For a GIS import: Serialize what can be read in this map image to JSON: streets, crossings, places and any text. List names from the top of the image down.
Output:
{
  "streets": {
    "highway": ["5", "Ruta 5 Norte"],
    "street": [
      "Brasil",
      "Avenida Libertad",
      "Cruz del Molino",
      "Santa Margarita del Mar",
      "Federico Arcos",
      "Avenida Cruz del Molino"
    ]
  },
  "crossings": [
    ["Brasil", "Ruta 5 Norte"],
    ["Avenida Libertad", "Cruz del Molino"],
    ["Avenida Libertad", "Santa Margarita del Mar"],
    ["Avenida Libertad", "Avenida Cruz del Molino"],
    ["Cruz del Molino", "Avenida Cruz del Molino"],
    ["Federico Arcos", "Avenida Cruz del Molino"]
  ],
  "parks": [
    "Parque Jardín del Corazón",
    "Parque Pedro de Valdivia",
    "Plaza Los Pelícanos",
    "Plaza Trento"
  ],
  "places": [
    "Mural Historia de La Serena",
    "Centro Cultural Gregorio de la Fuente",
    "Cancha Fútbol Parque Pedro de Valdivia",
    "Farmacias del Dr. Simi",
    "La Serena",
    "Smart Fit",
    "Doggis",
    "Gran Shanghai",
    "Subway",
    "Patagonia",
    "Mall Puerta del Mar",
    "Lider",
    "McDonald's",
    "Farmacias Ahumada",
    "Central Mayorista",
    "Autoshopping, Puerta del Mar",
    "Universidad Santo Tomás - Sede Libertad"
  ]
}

__________________________________________________

▶ [What to work on] Copy out the data shown above in full. Match it exactly.

▶ [Output for this exercise]
For a GIS import: Serialize what can be read in this map image to JSON: streets, crossings, places and any text. List names from the top of the image down.
Output:
{
  "streets": {
    "highway": ["5", "Ruta 5 Norte"],
    "street": [
      "Brasil",
      "Avenida Libertad",
      "Cruz del Molino",
      "Santa Margarita del Mar",
      "Federico Arcos",
      "Avenida Cruz del Molino"
    ]
  },
  "crossings": [
    ["Brasil", "Ruta 5 Norte"],
    ["Avenida Libertad", "Cruz del Molino"],
    ["Avenida Libertad", "Santa Margarita del Mar"],
    ["Avenida Libertad", "Avenida Cruz del Molino"],
    ["Cruz del Molino", "Avenida Cruz del Molino"],
    ["Federico Arcos", "Avenida Cruz del Molino"]
  ],
  "parks": [
    "Parque Jardín del Corazón",
    "Parque Pedro de Valdivia",
    "Plaza Los Pelícanos",
    "Plaza Trento"
  ],
  "places": [
    "Mural Historia de La Serena",
    "Centro Cultural Gregorio de la Fuente",
    "Cancha Fútbol Parque Pedro de Valdivia",
    "Farmacias del Dr. Simi",
    "La Serena",
    "Smart Fit",
    "Doggis",
    "Gran Shanghai",
    "Subway",
    "Patagonia",
    "Mall Puerta del Mar",
    "Lider",
    "McDonald's",
    "Farmacias Ahumada",
    "Central Mayorista",
    "Autoshopping, Puerta del Mar",
    "Universidad Santo Tomás - Sede Libertad"
  ]
}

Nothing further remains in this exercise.